2. Davalı vekili temyiz dilekçesinde özetle; yerel mahkemenin soyut beyanları değerlendirerek, davacı kadına yüklenilen kusura itiraz ettiklerini, hükmedilen tazminatların kabulünün ve miktarının hukuka aykırı olduğunu, aile konutuna ilişkin verilen kararın hatalı olduğunu, velâyete ilişkin verilen kararın hatalı olduğunu beyan ederek bölge adliye mahkemesi kararının bozulmasını talep etmiştir.
C. Gerekçe
1. Uyuşmazlık ve Hukuki Nitelendirme
Uyuşmazlık, taraflar arasında ortak hayatı temelinden sarsacak derecede ve birliğin devamına imkan vermeyecek nitelikte bir geçimsizlik bulunup bulunmadığı, geçimsizlik var ise kusurun kimden kaynaklandığı, erkeğin 4721 sayılı kanun'un 162 nci maddesine dayalı boşanma talebinin reddi kararının doğru olup olmadığı, kusur tespiti, müşterek çocukların velâyet düzenlemeleri ve velâyeti elinde bulundurmayan kadın ile ortak çocuklar arasında kişisel ilişki kurulması şartlarının gerçekleşip gerçekleşmediği, erkek lehine hükmedilen tazminatların kabulü ve tazminatların miktarı, müşterek konutun tedbiren erkek ve ortak çocuklara özgülenip özgülenemeyeceği noktasında toplanmaktadır.
2. İlgili Hukuk
4721 sayılı Kanun'un 166 ncı maddesinin ikinci fıkrası, 169 uncu maddesi, 174 üncü maddesinin birinci ve ikinci fıkrası, 175 inci maddesi, 182 nci maddesinin ikinci fıkrası, 185 inci maddesinin ikinci ve üçüncü fıkrası, 330 uncu maddesi 339 uncu maddenin birinci fıkrası, 343 üncü maddenin birinci fıkrası, 346 ncı maddenin birinci fıkrası, 349 uncu maddesi hükümleri. Birleşmiş Milletler Çocuk Haklarına Dair Sözleşmesinin 3 üncü maddesi, Çocuk Haklarının Kullanılmasına ilişkin Avrupa Sözleşmesinin Kanunu 1 inci maddesi. 5395 sayılı Çocuk Koruma Kanunu'nun 4 üncü maddesinin (b) bendi.
3. Değerlendirme
1.Bölge adliye mahkemelerinin nihai kararlarının bozulması 6100 sayılı Kanun'un 371 inci maddesinde yer alan sebeplerden birinin varlığı hâlinde mümkündür.

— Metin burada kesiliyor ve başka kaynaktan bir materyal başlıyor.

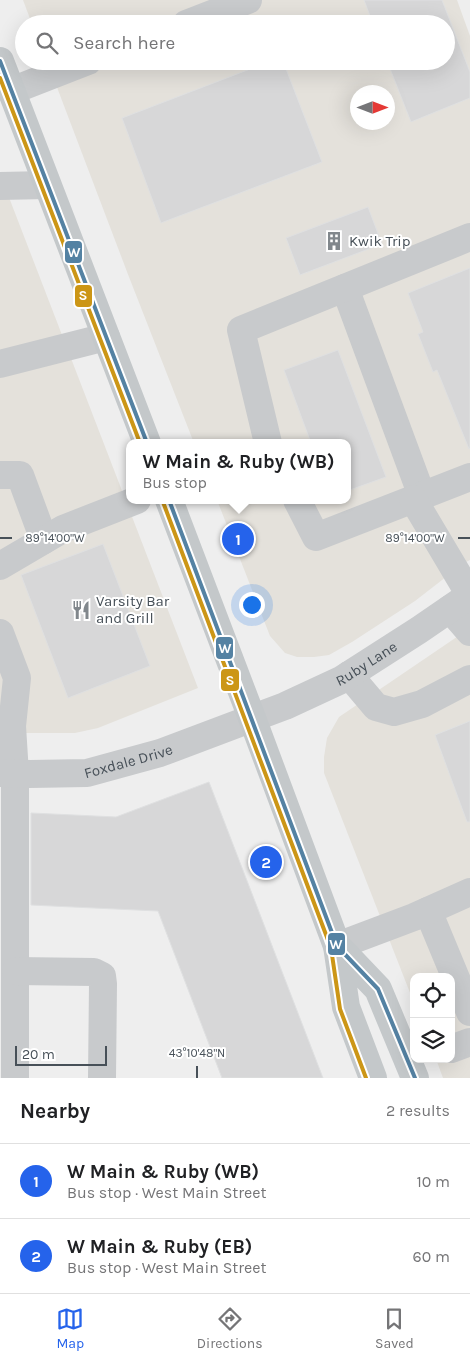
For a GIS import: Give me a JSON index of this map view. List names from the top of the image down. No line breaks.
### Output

2. Temyizen incelenen karar, tarafların karşılıklı iddia ve savunmalarına, dayandıkları belgelere, uyuşmazlığa uygulanması gereken hukuk kuralları ile hukuki ilişkinin nitelendirilmesine, dava şartlarına, yargılama ve ispat kuralları ile kararda belirtilen gerekçelere göre usul ve kanuna uygun olup taraf vekillerince temyiz dilekçesinde ileri sürülen nedenler kararın bozulmasını gerektirecek nitelikte görülmemiştir.
VI. KARAR
Açıklanan sebeple;
Temyiz olunan Bölge Adliye Mahkemesi kararının 6100 sayılı Kanun'un 370 inci maddesinin birinci fıkrası uyarınca ONANMASINA,
Aşağıda yazılı temyiz giderinin temyiz eden davacıya yükletilmesine,
Adli yardımdan yararlanması sebebi ile başlangıçta alınmamış olan aşağıda yazılı karar ve ilam harcı ile temyiz başvuru harcının davalıya yükletilmesine,
Dosyanın İlk Derece Mahkemesine, kararın bir örneğinin Bölge Adliye Mahkemesine gönderilmesine,
21.02.2023 tarihinde oy birliğiyle karar verildi.